■ **WHAT YOU ARE ASKED TO DO**
Lines with "class": copy each one from the listing below.

============

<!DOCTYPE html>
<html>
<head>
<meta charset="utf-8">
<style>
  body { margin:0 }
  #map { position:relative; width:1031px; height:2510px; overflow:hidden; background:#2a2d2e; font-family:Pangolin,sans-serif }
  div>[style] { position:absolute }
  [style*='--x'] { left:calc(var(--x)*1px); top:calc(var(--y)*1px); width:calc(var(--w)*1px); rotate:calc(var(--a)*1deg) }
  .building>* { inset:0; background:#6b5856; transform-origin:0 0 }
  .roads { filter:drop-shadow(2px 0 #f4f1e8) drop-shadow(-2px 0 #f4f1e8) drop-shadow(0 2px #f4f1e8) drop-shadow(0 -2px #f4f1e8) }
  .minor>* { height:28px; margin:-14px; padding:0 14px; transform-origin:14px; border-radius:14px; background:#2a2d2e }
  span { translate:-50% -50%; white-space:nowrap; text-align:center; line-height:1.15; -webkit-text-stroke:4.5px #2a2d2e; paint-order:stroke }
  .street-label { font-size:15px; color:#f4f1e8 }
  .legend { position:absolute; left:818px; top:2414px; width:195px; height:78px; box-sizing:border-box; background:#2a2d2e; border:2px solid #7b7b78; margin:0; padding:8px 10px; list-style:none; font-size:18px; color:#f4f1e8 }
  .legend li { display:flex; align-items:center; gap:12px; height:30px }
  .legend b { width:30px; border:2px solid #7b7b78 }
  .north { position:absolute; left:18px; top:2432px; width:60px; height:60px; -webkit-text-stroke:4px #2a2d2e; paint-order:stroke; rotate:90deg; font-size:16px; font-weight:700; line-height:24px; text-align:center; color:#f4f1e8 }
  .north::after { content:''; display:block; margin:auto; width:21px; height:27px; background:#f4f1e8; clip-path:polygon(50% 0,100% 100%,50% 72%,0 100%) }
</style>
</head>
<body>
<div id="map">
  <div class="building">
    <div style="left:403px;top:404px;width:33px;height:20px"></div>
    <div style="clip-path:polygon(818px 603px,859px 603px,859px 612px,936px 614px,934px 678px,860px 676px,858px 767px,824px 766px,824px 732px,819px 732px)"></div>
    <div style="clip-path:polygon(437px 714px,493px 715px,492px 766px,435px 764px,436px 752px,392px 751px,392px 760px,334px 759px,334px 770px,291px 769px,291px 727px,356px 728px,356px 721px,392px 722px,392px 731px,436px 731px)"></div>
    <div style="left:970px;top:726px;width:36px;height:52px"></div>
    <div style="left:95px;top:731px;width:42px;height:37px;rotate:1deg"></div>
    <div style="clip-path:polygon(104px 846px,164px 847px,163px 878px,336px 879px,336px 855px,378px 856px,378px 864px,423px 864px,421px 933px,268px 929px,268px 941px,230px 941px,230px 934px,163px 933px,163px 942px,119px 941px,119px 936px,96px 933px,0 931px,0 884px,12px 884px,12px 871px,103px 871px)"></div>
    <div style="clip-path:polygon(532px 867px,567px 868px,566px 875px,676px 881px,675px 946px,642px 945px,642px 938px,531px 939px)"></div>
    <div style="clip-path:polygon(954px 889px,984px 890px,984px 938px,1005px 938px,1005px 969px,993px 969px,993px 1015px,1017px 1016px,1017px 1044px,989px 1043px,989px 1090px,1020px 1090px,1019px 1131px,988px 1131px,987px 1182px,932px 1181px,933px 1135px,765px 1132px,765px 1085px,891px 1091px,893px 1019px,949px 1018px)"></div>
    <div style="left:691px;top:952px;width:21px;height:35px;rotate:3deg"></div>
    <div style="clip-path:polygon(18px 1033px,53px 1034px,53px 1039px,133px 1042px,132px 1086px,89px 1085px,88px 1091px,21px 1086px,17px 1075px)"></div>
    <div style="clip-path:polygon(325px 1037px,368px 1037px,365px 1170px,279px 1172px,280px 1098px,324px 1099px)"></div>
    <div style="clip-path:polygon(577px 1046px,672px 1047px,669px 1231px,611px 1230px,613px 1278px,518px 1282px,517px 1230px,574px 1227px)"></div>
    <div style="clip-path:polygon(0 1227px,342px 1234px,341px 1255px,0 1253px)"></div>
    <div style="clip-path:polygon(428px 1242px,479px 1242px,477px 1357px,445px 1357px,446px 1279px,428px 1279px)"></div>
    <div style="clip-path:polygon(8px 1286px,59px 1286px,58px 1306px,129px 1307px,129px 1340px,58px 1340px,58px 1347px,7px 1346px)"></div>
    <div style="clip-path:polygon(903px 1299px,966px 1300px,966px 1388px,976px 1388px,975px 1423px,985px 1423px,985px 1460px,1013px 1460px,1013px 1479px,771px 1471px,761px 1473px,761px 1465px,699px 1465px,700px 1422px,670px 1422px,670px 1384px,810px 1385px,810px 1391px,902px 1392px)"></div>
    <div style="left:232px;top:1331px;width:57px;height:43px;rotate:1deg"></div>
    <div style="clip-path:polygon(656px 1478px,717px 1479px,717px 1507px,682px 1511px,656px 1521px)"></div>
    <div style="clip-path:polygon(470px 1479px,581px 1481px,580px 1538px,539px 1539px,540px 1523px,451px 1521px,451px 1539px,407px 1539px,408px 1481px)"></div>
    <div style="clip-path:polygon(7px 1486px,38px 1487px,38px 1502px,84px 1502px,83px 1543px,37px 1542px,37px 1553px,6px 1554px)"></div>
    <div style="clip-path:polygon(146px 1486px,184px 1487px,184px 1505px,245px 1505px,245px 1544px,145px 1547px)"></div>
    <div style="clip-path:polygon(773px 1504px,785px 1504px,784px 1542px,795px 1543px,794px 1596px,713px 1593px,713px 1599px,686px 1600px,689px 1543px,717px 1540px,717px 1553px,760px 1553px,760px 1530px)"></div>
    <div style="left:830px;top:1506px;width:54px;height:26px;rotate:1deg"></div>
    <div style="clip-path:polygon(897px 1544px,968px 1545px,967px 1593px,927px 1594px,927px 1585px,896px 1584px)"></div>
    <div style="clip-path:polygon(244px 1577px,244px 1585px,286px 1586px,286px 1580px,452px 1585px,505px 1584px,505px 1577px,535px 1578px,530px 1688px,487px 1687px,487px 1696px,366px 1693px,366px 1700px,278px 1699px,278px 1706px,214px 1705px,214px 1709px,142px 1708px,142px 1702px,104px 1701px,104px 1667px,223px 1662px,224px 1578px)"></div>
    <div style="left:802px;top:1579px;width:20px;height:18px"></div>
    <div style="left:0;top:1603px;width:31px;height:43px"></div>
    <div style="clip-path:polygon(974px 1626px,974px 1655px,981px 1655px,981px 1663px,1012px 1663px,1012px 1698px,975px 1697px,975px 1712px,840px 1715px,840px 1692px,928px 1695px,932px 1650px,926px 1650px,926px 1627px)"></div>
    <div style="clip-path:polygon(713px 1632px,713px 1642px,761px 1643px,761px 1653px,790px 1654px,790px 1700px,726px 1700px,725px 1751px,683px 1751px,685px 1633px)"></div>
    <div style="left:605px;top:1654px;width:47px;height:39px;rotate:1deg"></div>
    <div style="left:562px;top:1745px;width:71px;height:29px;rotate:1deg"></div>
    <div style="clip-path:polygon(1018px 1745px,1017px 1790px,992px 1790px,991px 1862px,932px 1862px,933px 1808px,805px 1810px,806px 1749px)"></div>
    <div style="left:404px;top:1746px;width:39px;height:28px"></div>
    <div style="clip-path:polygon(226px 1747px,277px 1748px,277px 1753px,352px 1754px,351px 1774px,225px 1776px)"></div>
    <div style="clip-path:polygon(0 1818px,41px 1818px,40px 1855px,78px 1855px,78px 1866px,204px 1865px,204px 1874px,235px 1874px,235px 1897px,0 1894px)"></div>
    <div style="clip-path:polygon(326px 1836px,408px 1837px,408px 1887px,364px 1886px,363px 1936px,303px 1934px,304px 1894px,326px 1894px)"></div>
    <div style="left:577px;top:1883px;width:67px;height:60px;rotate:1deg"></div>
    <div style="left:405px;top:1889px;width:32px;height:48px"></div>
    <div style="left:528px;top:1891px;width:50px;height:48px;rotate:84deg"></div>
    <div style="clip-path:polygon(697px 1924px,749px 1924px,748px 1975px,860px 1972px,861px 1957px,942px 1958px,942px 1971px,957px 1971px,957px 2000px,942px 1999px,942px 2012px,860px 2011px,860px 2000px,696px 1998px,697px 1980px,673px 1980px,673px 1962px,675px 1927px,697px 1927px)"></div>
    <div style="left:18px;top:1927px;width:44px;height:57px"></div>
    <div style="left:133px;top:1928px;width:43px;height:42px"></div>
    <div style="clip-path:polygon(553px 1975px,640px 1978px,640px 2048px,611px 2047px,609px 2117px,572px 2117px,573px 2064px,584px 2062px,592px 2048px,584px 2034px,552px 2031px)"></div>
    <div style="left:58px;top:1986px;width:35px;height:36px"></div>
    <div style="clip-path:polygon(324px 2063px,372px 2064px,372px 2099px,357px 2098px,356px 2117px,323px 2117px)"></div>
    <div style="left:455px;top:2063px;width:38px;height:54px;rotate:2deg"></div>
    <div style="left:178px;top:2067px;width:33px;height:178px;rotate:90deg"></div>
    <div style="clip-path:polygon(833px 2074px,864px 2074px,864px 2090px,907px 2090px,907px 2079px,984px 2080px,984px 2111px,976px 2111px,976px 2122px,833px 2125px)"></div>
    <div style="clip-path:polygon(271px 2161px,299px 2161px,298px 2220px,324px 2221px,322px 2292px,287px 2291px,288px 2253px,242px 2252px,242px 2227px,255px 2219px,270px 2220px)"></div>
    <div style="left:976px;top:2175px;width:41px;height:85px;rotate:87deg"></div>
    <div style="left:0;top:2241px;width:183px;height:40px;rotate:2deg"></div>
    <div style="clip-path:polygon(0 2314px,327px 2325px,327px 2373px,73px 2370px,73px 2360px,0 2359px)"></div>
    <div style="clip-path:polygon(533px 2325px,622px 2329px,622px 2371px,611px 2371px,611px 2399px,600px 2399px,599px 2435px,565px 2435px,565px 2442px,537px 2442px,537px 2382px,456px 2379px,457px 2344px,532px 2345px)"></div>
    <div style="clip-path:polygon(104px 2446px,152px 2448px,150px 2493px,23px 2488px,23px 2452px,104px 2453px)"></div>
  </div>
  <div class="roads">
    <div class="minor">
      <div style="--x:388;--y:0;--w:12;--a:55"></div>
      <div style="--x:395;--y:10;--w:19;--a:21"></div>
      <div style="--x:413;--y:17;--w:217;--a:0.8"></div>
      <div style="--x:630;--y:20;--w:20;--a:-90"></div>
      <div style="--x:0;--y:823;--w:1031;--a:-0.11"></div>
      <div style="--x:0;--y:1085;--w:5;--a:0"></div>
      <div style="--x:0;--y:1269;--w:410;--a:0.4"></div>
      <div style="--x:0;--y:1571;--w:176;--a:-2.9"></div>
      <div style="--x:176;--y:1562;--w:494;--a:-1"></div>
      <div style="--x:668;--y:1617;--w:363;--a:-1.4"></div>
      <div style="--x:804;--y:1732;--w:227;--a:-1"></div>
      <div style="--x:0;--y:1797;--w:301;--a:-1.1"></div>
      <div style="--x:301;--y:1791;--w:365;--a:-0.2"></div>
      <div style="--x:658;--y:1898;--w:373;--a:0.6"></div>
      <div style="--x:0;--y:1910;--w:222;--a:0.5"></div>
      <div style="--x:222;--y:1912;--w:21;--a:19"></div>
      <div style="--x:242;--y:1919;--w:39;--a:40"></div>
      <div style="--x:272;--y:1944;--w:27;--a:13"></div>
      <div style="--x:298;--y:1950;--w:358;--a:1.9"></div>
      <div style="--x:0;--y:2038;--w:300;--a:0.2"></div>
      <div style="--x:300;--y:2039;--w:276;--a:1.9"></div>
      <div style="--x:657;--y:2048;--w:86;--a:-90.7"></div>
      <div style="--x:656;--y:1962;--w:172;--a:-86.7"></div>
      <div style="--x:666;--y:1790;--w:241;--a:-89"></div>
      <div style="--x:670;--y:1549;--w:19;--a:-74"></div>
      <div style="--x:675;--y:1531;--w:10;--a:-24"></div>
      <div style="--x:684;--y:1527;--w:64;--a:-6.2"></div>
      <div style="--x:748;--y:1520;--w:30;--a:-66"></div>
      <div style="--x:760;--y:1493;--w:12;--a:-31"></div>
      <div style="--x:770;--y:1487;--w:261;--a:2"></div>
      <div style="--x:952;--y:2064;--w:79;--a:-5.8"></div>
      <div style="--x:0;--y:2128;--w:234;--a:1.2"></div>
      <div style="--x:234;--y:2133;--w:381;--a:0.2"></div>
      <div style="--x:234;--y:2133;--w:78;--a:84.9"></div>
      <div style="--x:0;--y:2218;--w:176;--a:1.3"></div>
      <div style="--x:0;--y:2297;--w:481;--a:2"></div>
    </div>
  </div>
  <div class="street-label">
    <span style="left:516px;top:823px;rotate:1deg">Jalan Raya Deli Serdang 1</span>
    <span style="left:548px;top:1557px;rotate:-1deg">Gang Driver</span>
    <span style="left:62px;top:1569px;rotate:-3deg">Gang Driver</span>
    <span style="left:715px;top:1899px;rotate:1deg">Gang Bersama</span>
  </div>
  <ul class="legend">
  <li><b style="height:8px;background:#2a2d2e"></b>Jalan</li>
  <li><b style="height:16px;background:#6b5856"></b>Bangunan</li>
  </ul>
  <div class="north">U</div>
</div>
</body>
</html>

============

■ **EXERCISE SOLUTION**
  <div class="building">
  <div class="roads">
    <div class="minor">
  <div class="street-label">
  <ul class="legend">
  <div class="north">U</div>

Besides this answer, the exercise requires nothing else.